As I picked my son, Isaiah, up at daycare yesterday NPR broadcast a story of a family finding out that their 2 year old and elderly parents had died in the collapse of their apartment building. (see link below) The story began by introducing us to the couple, and told of the woman leaving for work at a department store leaving her son with his grandparents. The baby cried and wanted to come along, but she left him, and minutes later the earthquake struck. It’s every parent’s nightmare—“I should have brought him with me!”—come vividly and terribly true. The NPR host spoke with them as the excavation equipment began working, and they hoped against hope to find the boy. Finally, a rescue worker brought the news that they had found the bodies of an elderly man cradling a small boy, with an older woman right beside. The couple dissolved in tears, and as I drove, Isaiah staring contently out the window, I did, too—all of the frustration of the day dissolved away. I was with that woman who had lost her child.
I had been late to get Isaiah—I rode my bike to church but discovered as I was leaving that the tire was completely flat, so I set off to walk home—just over 2 miles, to retrieve the car and pick him up. On the walk, I’d been hurried and occupied, but also startlingly aware (as I had also been riding my bike that morning and the day before) at how little I actually perceive as I go about my day. Driving, I am so intent on speed—getting through the next stop light, getting in the correct lane to go fast, fast, fast. Time in the car is wasted time, the reasoning goes, and so I want to minimize the waste. Logical, right?
The thing is that time in the car isn’t wasted time—there is no wasted time. The only wasted time is time that we spend spiritually being somewhere else. The only waste is our absence from our own lives. Slowing down by riding my bike or walking allowed me to perceive what I’ve always “seen,” but never noticed.

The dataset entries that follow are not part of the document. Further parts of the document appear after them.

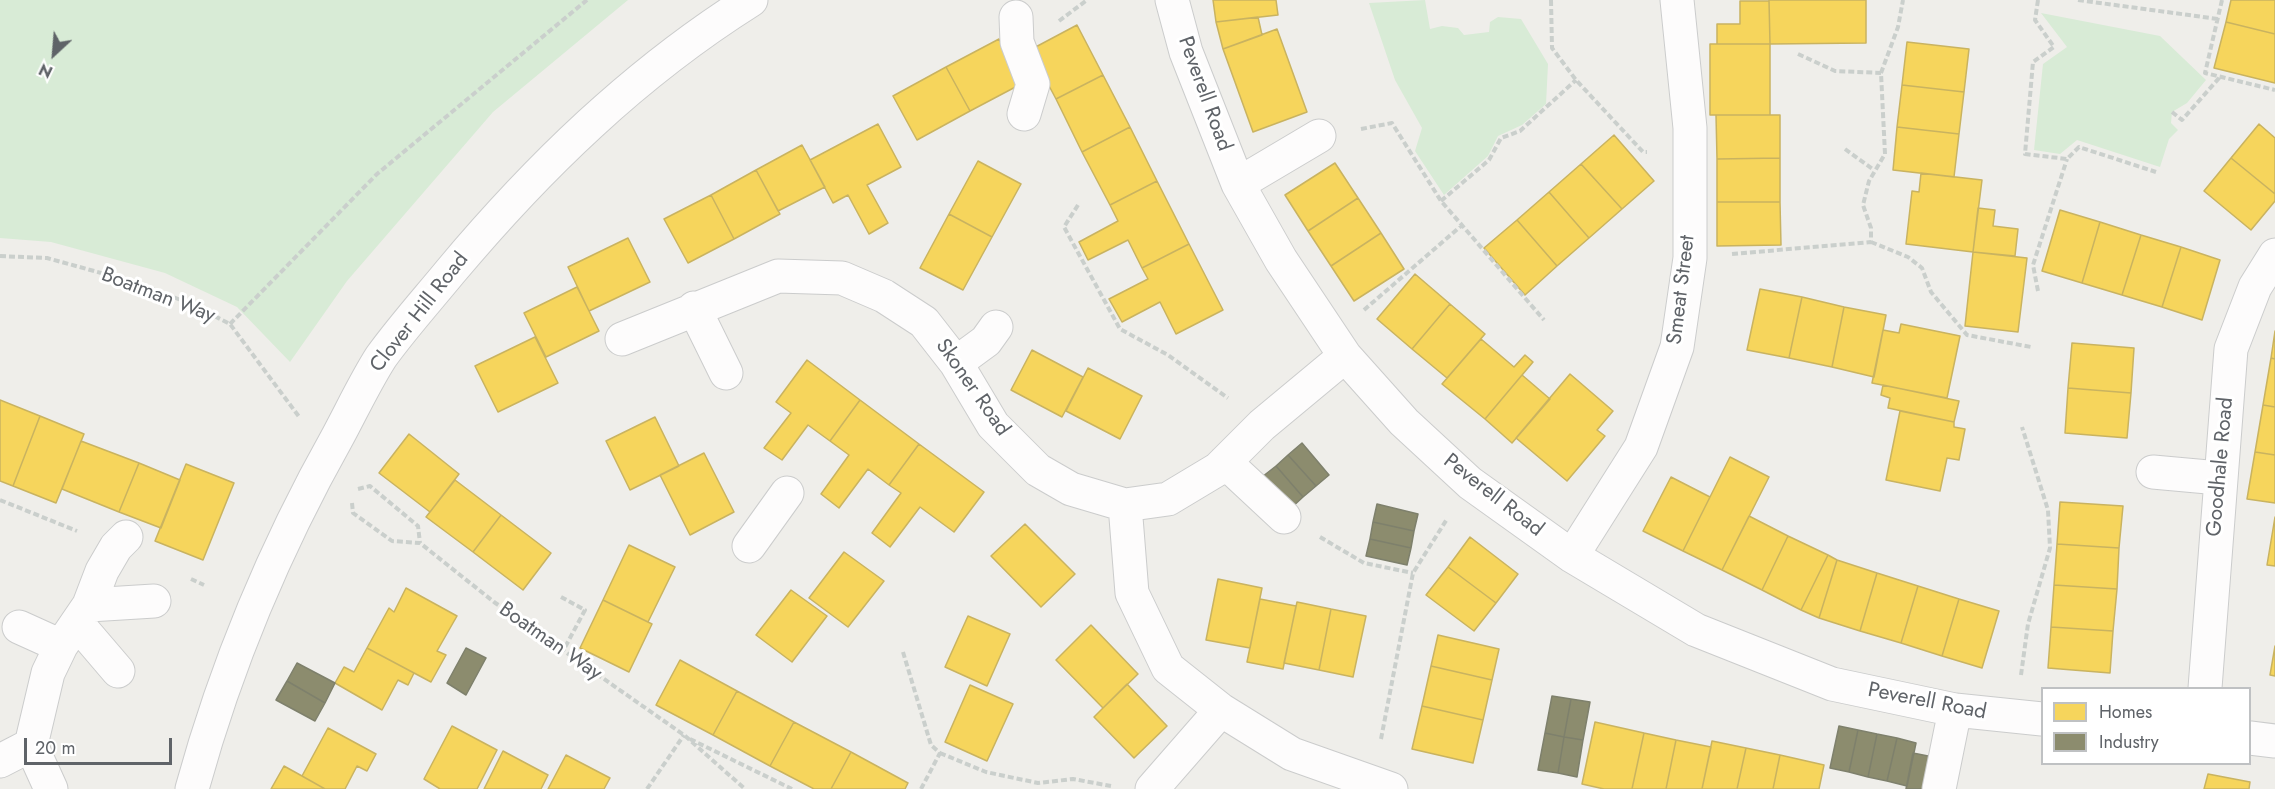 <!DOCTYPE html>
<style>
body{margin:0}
#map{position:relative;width:2275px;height:789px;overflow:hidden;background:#efeeea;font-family:Jost,sans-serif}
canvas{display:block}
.legend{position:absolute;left:2041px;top:687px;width:210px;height:78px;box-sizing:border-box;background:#fff;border:2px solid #bfc1c3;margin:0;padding:8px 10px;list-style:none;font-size:18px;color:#5f6368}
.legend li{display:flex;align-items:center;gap:12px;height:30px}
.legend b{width:30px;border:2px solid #bfc1c3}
.north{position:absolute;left:24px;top:24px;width:60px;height:60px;-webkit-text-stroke:4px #fff;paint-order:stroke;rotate:206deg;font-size:16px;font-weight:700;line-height:24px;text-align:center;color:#5f6368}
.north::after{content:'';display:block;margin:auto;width:21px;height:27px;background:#5f6368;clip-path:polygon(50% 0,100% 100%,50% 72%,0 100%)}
.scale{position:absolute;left:24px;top:738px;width:148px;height:27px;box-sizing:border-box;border:3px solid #5f6368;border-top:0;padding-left:8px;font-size:18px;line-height:21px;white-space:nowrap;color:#5f6368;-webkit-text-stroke:4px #fff;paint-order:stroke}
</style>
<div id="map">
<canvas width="2275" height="789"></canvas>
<ul class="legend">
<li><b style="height:16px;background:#f6d55c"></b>Homes</li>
<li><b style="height:16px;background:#8c8c6e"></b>Industry</li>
</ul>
<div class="north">N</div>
<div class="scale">20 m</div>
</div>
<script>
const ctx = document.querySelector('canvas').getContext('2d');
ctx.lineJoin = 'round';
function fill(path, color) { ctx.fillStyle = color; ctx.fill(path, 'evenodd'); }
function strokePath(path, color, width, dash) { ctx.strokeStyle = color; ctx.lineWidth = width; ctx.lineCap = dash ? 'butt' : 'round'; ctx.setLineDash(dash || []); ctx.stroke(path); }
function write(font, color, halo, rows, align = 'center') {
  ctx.font = font + ' Jost,sans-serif'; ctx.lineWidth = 6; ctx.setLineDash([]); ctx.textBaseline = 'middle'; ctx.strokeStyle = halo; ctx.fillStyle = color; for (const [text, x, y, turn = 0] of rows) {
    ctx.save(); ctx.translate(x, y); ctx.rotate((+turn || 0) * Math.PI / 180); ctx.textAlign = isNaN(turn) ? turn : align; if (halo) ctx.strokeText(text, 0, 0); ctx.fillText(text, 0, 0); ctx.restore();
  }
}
const green = new Path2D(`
 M0,0H628L493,112L347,281L290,362L237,307L165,273L51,242L0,238Z
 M1425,0L1430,29L1442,26L1458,28L1464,35L1489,32L1490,22L1498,17L1521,19L1548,64L1546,104L1522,125L1498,136L1488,156L1444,195L1415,151L1422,128L1395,80L1369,3Z
 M2041,13L2160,36L2206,80L2187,103L2172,112L2171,123L2178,130L2169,139L2160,167L2077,140L2060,154L2034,150L2043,64L2067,47Z`);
const homes = new Path2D(`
 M1213,0H1276L1278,15L1216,22Z
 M1866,0V43L1770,44L1769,0Z
 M2231,0H2275V34L2226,22Z
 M1740,1H1769L1770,44H1717V24H1740Z
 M1258,17L1262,35L1223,49L1216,22Z
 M2226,22L2275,34V83L2214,68Z
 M1077,25L1103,75L1056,99L1030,50Z
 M1277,29L1307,112L1253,132L1223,49Z
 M999,39L1023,83L970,111L946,67Z
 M1907,42L1969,49L1964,92L1902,85Z
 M1710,44H1770V115H1710Z
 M946,67L970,111L917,140L893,96Z
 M1103,75L1130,127L1082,152L1056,99Z
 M1902,85L1964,92L1959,134L1897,127Z
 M1716,115H1780V158L1717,159Z
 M878,124L901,167L867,185L888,223L869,234L848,195L833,203L810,160Z
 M2259,124L2275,138V194L2231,158Z
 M1130,127L1157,181L1110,205L1082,152Z
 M1897,127L1959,134L1954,177L1893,170Z
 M1614,135L1654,181L1622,209L1581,164Z
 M802,145L825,187L778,211L756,170Z
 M1780,158V202H1717V159Z
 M2231,158L2275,194V201L2251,230L2204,191Z
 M978,161L1021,184L992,237L949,214Z
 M1335,163L1358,198L1308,231L1285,195Z
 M1581,164L1622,209L1589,238L1549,192Z
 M756,170L780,214L734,239L711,195Z
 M1921,173L1982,180L1973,252L1906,244L1912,191L1919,192Z
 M1157,181L1189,244L1142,268L1128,240L1088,260L1079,242L1118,221L1110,205Z
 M1549,192L1589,238L1557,266L1517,220Z
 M711,195L734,239L688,263L664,219Z
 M1358,198L1381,233L1331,266L1308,231Z
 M1717,202H1780L1781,245L1717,246Z
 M1978,208L1995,210L1993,226L2018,229L2015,256L1973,252Z
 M2060,210L2100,222L2082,283L2042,271Z
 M949,214L992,237L963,290L920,268Z
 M1517,220L1557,266L1525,295L1484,248Z
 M2100,222L2141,235L2122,295L2082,283Z
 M1381,233L1404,269L1354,301L1331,266Z
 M2141,235L2181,247L2162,307L2122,295Z
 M628,238L650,282L589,311L568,267Z
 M1189,244L1223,310L1176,334L1160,302L1122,322L1109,299L1148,279L1142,268Z
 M2181,247L2220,260L2202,320L2162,307Z
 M1973,252L2027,258L2018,332L1965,326Z
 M1415,274L1450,304L1412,349L1377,319Z
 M577,287L599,331L546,357L524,313Z
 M1760,289L1802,297L1789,358L1747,350Z
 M1802,297L1844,307L1832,367L1789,358Z
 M1450,304L1485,334L1447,378L1412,349Z
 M1844,307L1886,315L1874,377L1832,367Z
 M1901,324L1960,336L1947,398L1872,383L1883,330L1899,333Z
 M2275,331V359L2271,358Z
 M535,337L558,383L498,412L475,366Z
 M1481,339L1514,367L1525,355L1533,362L1485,419L1442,384Z
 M2072,343L2134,348L2131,393L2068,388Z
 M1032,350L1083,377L1062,417L1011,390Z
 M2271,358L2275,359V407L2263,405Z
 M807,360L860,400L830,441L808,425L782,460L764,448L791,413L776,402Z
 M1088,368L1142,396L1120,439L1066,411Z
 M1570,374L1613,411L1597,430L1605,436L1567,481L1516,438Z
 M1522,375L1550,399L1512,443L1485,419Z
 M1883,385L1959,401L1954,422L1888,408L1890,398L1881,395Z
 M2068,388L2131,393L2127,438L2065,433Z
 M0,400L40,416L13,486L0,481Z
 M860,400L919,444L889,485L868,469L839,508L821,494L849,455L830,441Z
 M2263,405L2275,407V455L2255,452Z
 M1900,411L1954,422V427L1965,429L1959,460L1947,458L1940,491L1886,480Z
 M40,416L84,434L56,503L13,486Z
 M655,417L679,466L630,490L606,441Z
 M409,434L459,474L430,512L379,473Z
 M81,441L139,463L119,512L62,489Z
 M919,444L984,492L954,532L920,507L890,547L872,533L901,493L889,485Z
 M2255,452L2275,455V503L2247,499Z
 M704,453L734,512L690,535L660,475Z
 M1730,457L1769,477L1722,570L1683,551Z
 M139,463L180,480L161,528L119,512Z
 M186,464L234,483L203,560L155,541Z
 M1671,477L1710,497L1683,551L1643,531Z
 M455,480L501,515L473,552L426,517Z
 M2060,502L2123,506L2119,548L2057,544Z
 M501,515L551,553L523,590L473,552Z
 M1749,516L1788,536L1762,590L1722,570Z
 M2275,517V566L2267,565Z
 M1025,524L1075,574L1041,607L991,556Z
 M1788,536L1828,555L1801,610L1762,590Z
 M1470,537L1518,574L1496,603L1448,567Z
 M2057,544L2119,548L2117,589L2054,585Z
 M629,545L675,567L648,622L603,600Z
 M844,552L884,581L848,627L809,598Z
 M1828,555L1837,560L1819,618L1801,610Z
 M1837,560L1877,573L1860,631L1819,618Z
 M1448,567L1496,603L1474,631L1426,595Z
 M1877,573L1918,586L1901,643L1860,631Z
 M1218,579L1262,588L1250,648L1206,640Z
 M2054,585L2117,589L2113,631L2051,627Z
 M1918,586L1959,599L1942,656L1901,643Z
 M406,588L457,616L437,651L446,655L431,682L367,648L389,608L394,612Z
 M791,590L827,616L792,662L756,635Z
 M1260,599L1296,606L1283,669L1247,662Z
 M1959,599L1999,611L1982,668L1942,656Z
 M603,600L652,624L629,672L580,648Z
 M1297,602L1331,609L1319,670L1284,663Z
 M1331,609L1366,616L1353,677L1319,670Z
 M968,616L1010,634L987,686L945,667Z
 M1091,625L1138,674L1103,708L1056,660Z
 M2051,627L2113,631L2110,673L2048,668Z
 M1438,635L1499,649L1492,680L1431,666Z
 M2275,646V676L2270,675Z
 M367,648L414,673L408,685L398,680L382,710L335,683L344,667L354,672Z
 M680,660L737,691L713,735L656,705Z
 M1431,666L1492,680L1483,720L1422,706Z
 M1127,684L1167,726L1134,758L1094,717Z
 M970,685L1013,704L987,761L945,742Z
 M737,691L794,722L770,766L713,735Z
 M1422,706L1483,720L1473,763L1412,749Z
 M794,722L851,752L831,789H814L770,766Z
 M1595,722L1644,733L1632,789H1604L1582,784Z
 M452,726L497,750L477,789H440L424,779Z
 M328,728L376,754L367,771L357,766L345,789H325L302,776Z
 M1644,733L1676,740L1666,789H1632Z
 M1676,740L1711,747L1702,789H1666Z
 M1712,741L1746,748L1737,789H1702Z
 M1746,748L1780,755L1773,789H1737Z
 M503,751L548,775L541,789H484Z
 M851,752L908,783L905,789H831Z
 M566,755L610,778L604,789H548Z
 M1780,755L1824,765L1819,789H1773Z
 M284,766L302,776L325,789H271Z
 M2208,774L2250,782L2249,789H2204Z`);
const industry = new Path2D(`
 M1302,443L1329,475L1316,486L1288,455Z
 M1288,455L1316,486L1303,497L1276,466Z
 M1276,466L1303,497L1290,509L1262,477Z
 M1377,504L1418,514L1414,531L1373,522Z
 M1373,522L1414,531L1411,548L1370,539Z
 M1370,539L1411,548L1407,565L1366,556Z
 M466,648L486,658L466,695L447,683Z
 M297,663L335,683L325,703L287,681Z
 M287,681L325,703L315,721L276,700Z
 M1552,696L1571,699L1564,737L1545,733Z
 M1571,699L1590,702L1583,740L1564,737Z
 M1839,726L1858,730L1849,772L1830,768Z
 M1858,730L1877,734L1868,777L1849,772Z
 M1545,733L1564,737L1558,773L1538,770Z
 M1877,734L1897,738L1887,781L1868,777Z
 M1564,737L1583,740L1577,777L1558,773Z
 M1897,738L1916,743L1907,786L1887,781Z
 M1913,753L1933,757L1926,789H1906Z`);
const path = new Path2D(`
 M1551,0L1552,48L1576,80L1643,152H1647
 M2038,0L2035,20L2054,47L2033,62L2025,154L2067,159L2079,147L2156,172
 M2078,0L2218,19
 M2222,0L2205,73L2275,90
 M1059,21L1087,0
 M1798,54L1835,71L1881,73
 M2172,112L2182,120L2220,77
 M1361,129L1392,123L1441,201L1544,320
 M1845,149L1874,170
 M1441,201L1489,160L1501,138L1520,131L1576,80
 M1078,205L1064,227L1120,329L1168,355L1228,398
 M1871,242L1908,257L1922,268L1931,292L1967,335L2031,347
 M1732,254L1871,242V228L1863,205L1869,181L1885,154L1881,73L1898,27L1903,0
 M0,256L47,258L141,284L193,305L230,324L300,418
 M2038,291L2033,265L2067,159
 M1364,310L1461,226
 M230,324L377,174L587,0
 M358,489L370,486L418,526L420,543
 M0,500L77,531
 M352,503L353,513L392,541L420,543L494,602L684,735L745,789
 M1320,537L1364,563L1413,573
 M191,579L204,585
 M561,597L585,610L563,651
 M903,652L931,745L940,753L921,789
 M2021,675L2028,624L2050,548L2048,510L2022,427
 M690,739L792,789
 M1381,739L1413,573L1447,519
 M940,753L986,772L1038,783L1073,779L1111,786
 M647,789L684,735`);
const minor = new Path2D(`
 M1172,0L1186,52L1238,184L1281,260L1345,356L1404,422L1470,483L1572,556L1696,630L1832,684L1955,710L2042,719
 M1016,17L1017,42L1033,84L1024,114
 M1238,184L1319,136
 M694,308L726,373
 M622,339L778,276L842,278L884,296L924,322L956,363L993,425L1038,470L1071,489L1125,505L1168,499L1218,469L1262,425L1345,356
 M956,363L986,341L996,327
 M1225,462L1284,517
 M2153,472L2219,478
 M1125,505L1132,593L1168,668L1221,710L1292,754L1391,789
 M749,546L787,493
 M1572,556L1641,447L1677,347L1690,258V128L1677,0
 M89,605L154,601
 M77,623L118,671
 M19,627L61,646
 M2205,688L2231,349L2255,287L2275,255
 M2250,738L2275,741
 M0,761L31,745
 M51,789L31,745L48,673L61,646L89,605L102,571L116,547L126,537
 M192,789C226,665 275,548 338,436C352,410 365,382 381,357C402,328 427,300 450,272C538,167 635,73 751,0
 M1152,789L1221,710
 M1939,789L1955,710`);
const streetNames = [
 ["Peverell Road",1204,94,70],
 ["Smeat Street",1682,290,-83],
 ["Boatman Way",158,296,21],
 ["Clover Hill Road",420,313,-52],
 ["Skoner Road",972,388,55],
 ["Goodhale Road",2221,467,-85],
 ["Peverell Road",1493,496,38],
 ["Boatman Way",550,642,35],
 ["Peverell Road",1927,702,11]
];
fill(green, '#d8ebd6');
fill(homes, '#f6d55c');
strokePath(homes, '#c9b360', 1.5);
fill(industry, '#8c8c6e');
strokePath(industry, '#7e806c', 1.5);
strokePath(minor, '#cbcccc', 35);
strokePath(path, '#cacfcc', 4, [6, 3]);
strokePath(minor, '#fdfcfc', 33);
write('21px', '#5f6368', '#fff', streetNames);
</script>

We so frequently don’t engage with what’s around us. News on the radio of bombs going off in faraway places, of disasters and terror, don’t touch us. We go about hurrying, on to the next task before having completed the last. Hearing about that couple in China who had lost their baby, I was put in mind of all of the people who have lost children and parents both in China and in Myanmar and places of desperation all over the globe and close to home. I’ve listened to all the reports of thousands dead, but wasn’t able to actually hear it until I was invited into the story of a single family. I was able to be present in a way that had escaped me before, just as my unexpected walk home from work helped me to see what I never do.

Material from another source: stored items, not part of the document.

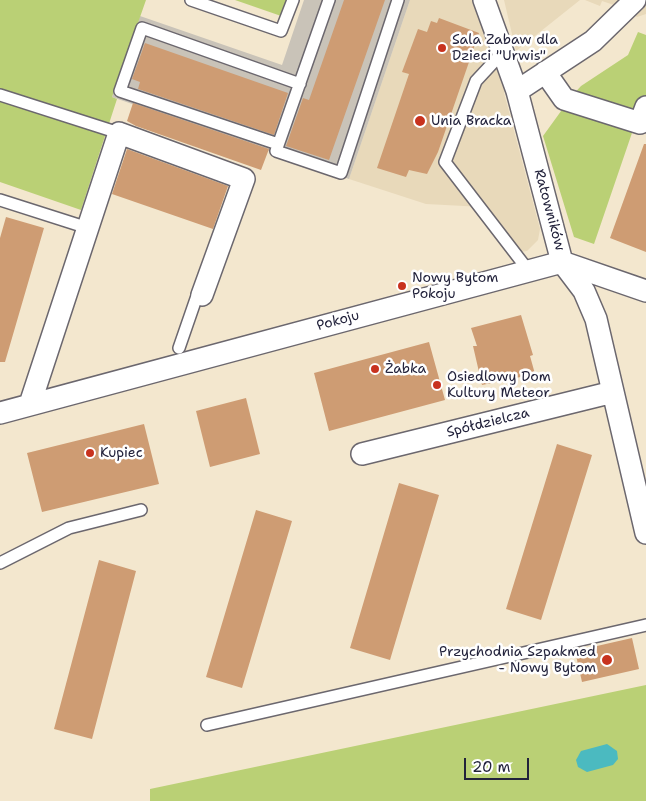 <!DOCTYPE html>
<html>
<head>
<meta charset="utf-8">
<style>
	body { margin:0 }
	#map { position:relative; width:646px; height:801px; overflow:hidden; background:#f3e7ce; font-family:"Shantell Sans",sans-serif }
	canvas { display:block }
	.scale { position:absolute; left:464px; top:758px; width:65px; height:22px; box-sizing:border-box; border:2px solid #22223b; border-top:0; padding-left:6px; font-size:15px; line-height:18px; white-space:nowrap; color:#22223b; -webkit-text-stroke:4px #fff; paint-order:stroke }
</style>
</head>
<body>
<div id="map">
<canvas width="646" height="801"></canvas>
<div class="scale">20 m</div>
</div>
<script>
const ctx = document.querySelector('canvas').getContext('2d');
ctx.lineJoin = 'round';
function paint(path, color) { ctx.fillStyle = color; ctx.fill(path, 'evenodd'); }
const shape = rows => new Path2D(rows.map(r => 'M' + r).join(''));
function stroke(path, color, width, dash) { ctx.strokeStyle = color; ctx.lineWidth = width; ctx.lineCap = dash ? 'butt' : 'round'; ctx.setLineDash(dash || []); ctx.stroke(path); }
function write(font, color, halo, rows, align = 'center') {
  ctx.font = font + ' "Shantell Sans",sans-serif'; ctx.lineWidth = 5; ctx.setLineDash([]); ctx.textBaseline = 'middle'; ctx.strokeStyle = halo; ctx.fillStyle = color; for (const [text, x, y, turn = 0] of rows) {
    ctx.save(); ctx.translate(x, y); ctx.rotate((+turn || 0) * Math.PI / 180); ctx.textAlign = isNaN(turn) ? turn : align; if (halo) ctx.strokeText(text, 0, 0); ctx.fillText(text, 0, 0); ctx.restore();
  }
}
paint(shape([
	[410,0,479,0,509,82,504,93,540,229,538,240,527,251,520,252,483,207,426,204,349,179],
	[504,0,580,0,516,51],
	[585,0,646,0,646,14,637,17,626,9,602,1,600,6]
]), '#e8d9ba');
paint(shape([
	[304,0,410,0,349,179,112,97,140,16,282,65]
]), '#c9c3b8');
paint(shape([
	[0,0,146,0,112,97,117,99,81,210,0,182],
	[235,0,290,0,284,17],
	[638,32,646,35,646,95,638,118,571,97,581,86,628,55],
	[564,107,633,130,594,244,574,237,543,136],
	[646,685,646,801,150,801,150,789]
]), '#bad075');
paint(shape([
	[607,744,617,751,618,759,613,765,587,772,578,767,576,760,581,751]
]), '#4bbac0');
paint(shape([
	[344,0,385,0,329,160,286,146,303,98,309,100],
	[439,18,479,33,438,152,427,174,409,170,406,177,377,168,409,74,402,72,418,29,427,32,431,21,437,23],
	[145,43,288,93,274,135,138,89,140,82,132,79],
	[133,103,269,149,261,170,136,126,127,121],
	[644,144,646,144,646,252,610,238],
	[127,149,228,186,213,229,112,194],
	[6,217,44,228,5,362,0,362,0,238],
	[521,315,533,355,530,356,535,374,482,385,473,346,477,346,471,328],
	[429,342,445,400,329,431,314,373],
	[246,398,260,454,210,467,196,411],
	[144,424,159,484,42,512,27,453],
	[557,444,592,455,541,620,506,609],
	[399,483,439,495,390,660,350,648],
	[256,510,292,521,242,688,206,677],
	[99,560,136,571,92,739,54,729],
	[632,638,639,669,582,682,575,651]
]), '#ce9c73');
const lane = shape([
	[191,0,281,31,293,0],
	[329,0,276,151,341,173,398,0],
	[503,52,476,81,445,162,528,270],
	[0,95,119,133],
	[278,144,120,91,142,28,300,84],
	[0,200,88,228],
	[179,348,198,293,202,295],
	[0,563,69,528,141,510],
	[207,725,646,625]
]);
const street = shape([
	[484,0,517,91,562,262,584,291,596,319,646,533],
	[545,72,564,99,640,123,646,107],
	[517,91,593,41,635,0],
	[30,404,119,133,244,179,202,295],
	[0,413,562,262,646,291],
	[362,454,613,392]
]);
stroke(lane, '#6b676e', 14);
stroke(street, '#6b676e', 24);
stroke(lane, '#fff', 11);
stroke(street, '#fff', 21);
for (const [x, y, r, color] of [
	[442,48,5,"#c8321e"],
	[420,121,6,"#c8321e"],
	[402,286,5,"#c8321e"],
	[375,369,5,"#c8321e"],
	[437,385,5,"#c8321e"],
	[90,453,5,"#c8321e"],
	[607,660,6,"#c8321e"]
]) { const dot = new Path2D(); dot.arc(x, y, r, 0, 2 * Math.PI); ctx.fillStyle = color; ctx.fill(dot); stroke(dot, '#fff', 2); }
write('14px', '#22223b', '#fff', [
	["Sala Zabaw dla",452,40],
	["Dzieci \"Urwis\"",452,56],
	["Unia Bracka",431,121],
	["Nowy Bytom",412,278],
	["Pokoju",412,294],
	["Żabka",385,369],
	["Osiedlowy Dom",447,377],
	["Kultury Meteor",447,393],
	["Kupiec",100,453],
	["Przychodnia Szpakmed",596,652,"right"],
	["- Nowy Bytom",596,668,"right"]
], 'left');
write('14px', '#22223b', '#fff', [
	["Ratowników",549,210,75],
	["Pokoju",338,321,-15],
	["Spółdzielcza",488,423,-14]
]);
</script>
</body>
</html>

It’s a deeper truth than just “stopping to smell the roses” (lilacs in this case). Being a Christian is about being present both to the pleasure as well as the pain that is all around us. Being a Christian is about being open to God, and God is to be found in the depth of the present. As I walked past the lilacs and wisteria on Bacon Street yesterday afternoon, God seemed everywhere. As I cried for that family in China, God, too, came near. The challenge of the Christian life is to be willing to bear witness to all that life offers us. We all have ears to hear—will we have the courage?